Copy the data below exactly. Any pictures in it should be omitted.

<<<<

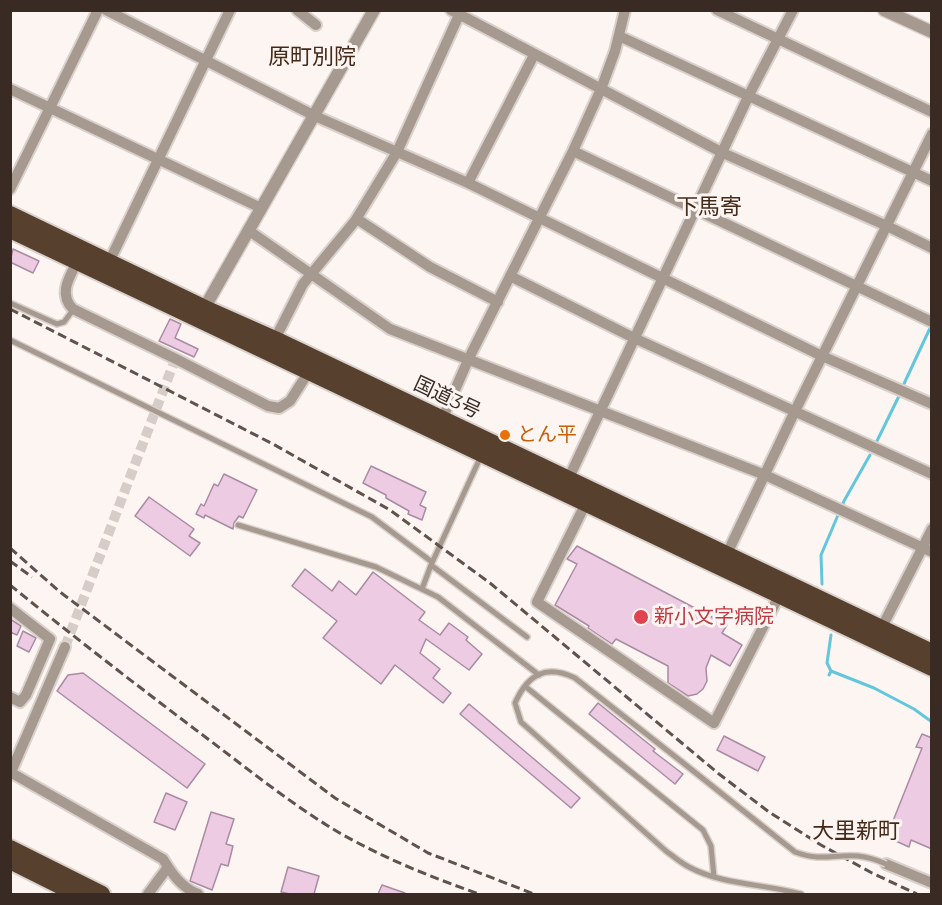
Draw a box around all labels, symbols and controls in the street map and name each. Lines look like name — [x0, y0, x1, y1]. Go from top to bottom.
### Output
district label: 原町別院 — [268, 45, 356, 71]
district label: 下馬寄 — [676, 195, 742, 221]
street label: 国道3号 — [410, 372, 484, 424]
place label: とん平 — [517, 423, 577, 447]
marker: とん平 — [498, 428, 512, 442]
place label: 新小文字病院 — [654, 605, 774, 629]
marker: 新小文字病院 — [632, 608, 650, 626]
district label: 大里新町 — [812, 819, 900, 845]

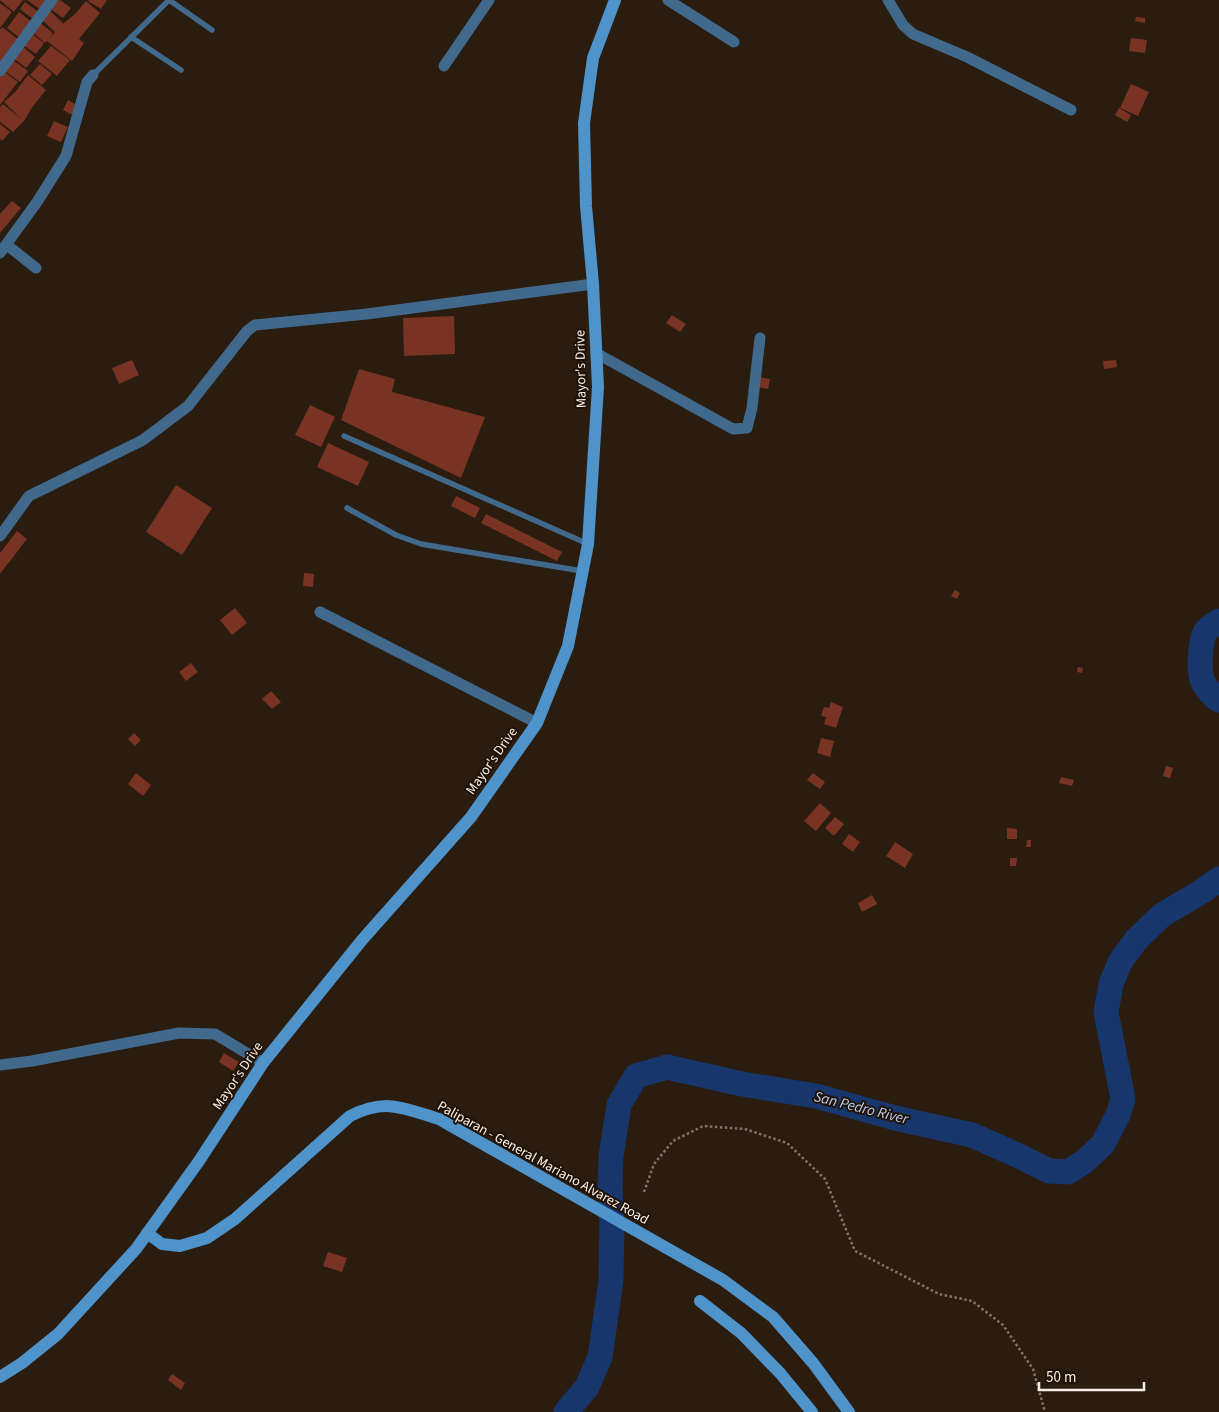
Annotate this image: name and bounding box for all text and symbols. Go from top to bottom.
street label: Mayor's Drive [570,330,592,408]
street label: Mayor's Drive [461,723,523,799]
street label: Mayor's Drive [208,1038,268,1114]
water label: San Pedro River [812,1086,911,1130]
street label: Paliparan - General Mariano Alvarez Road [434,1096,652,1230]
scale bar [1039,1360,1144,1392]
text: 50 m [1046,1367,1076,1388]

>>>>

ANSWER TO THE EXERCISE:
Draw a box around all labels, symbols and controls in the street map and name each. Lines look like name — [x0, y0, x1, y1]. Go from top to bottom.
### Output
district label: 原町別院 — [268, 45, 356, 71]
district label: 下馬寄 — [676, 195, 742, 221]
street label: 国道3号 — [410, 372, 484, 424]
place label: とん平 — [517, 423, 577, 447]
marker: とん平 — [498, 428, 512, 442]
place label: 新小文字病院 — [654, 605, 774, 629]
marker: 新小文字病院 — [632, 608, 650, 626]
district label: 大里新町 — [812, 819, 900, 845]

Annotate this image: name and bounding box for all text and symbols. Go from top to bottom.
street label: Mayor's Drive [570,330,592,408]
street label: Mayor's Drive [461,723,523,799]
street label: Mayor's Drive [208,1038,268,1114]
water label: San Pedro River [812,1086,911,1130]
street label: Paliparan - General Mariano Alvarez Road [434,1096,652,1230]
scale bar [1039,1360,1144,1392]
text: 50 m [1046,1367,1076,1388]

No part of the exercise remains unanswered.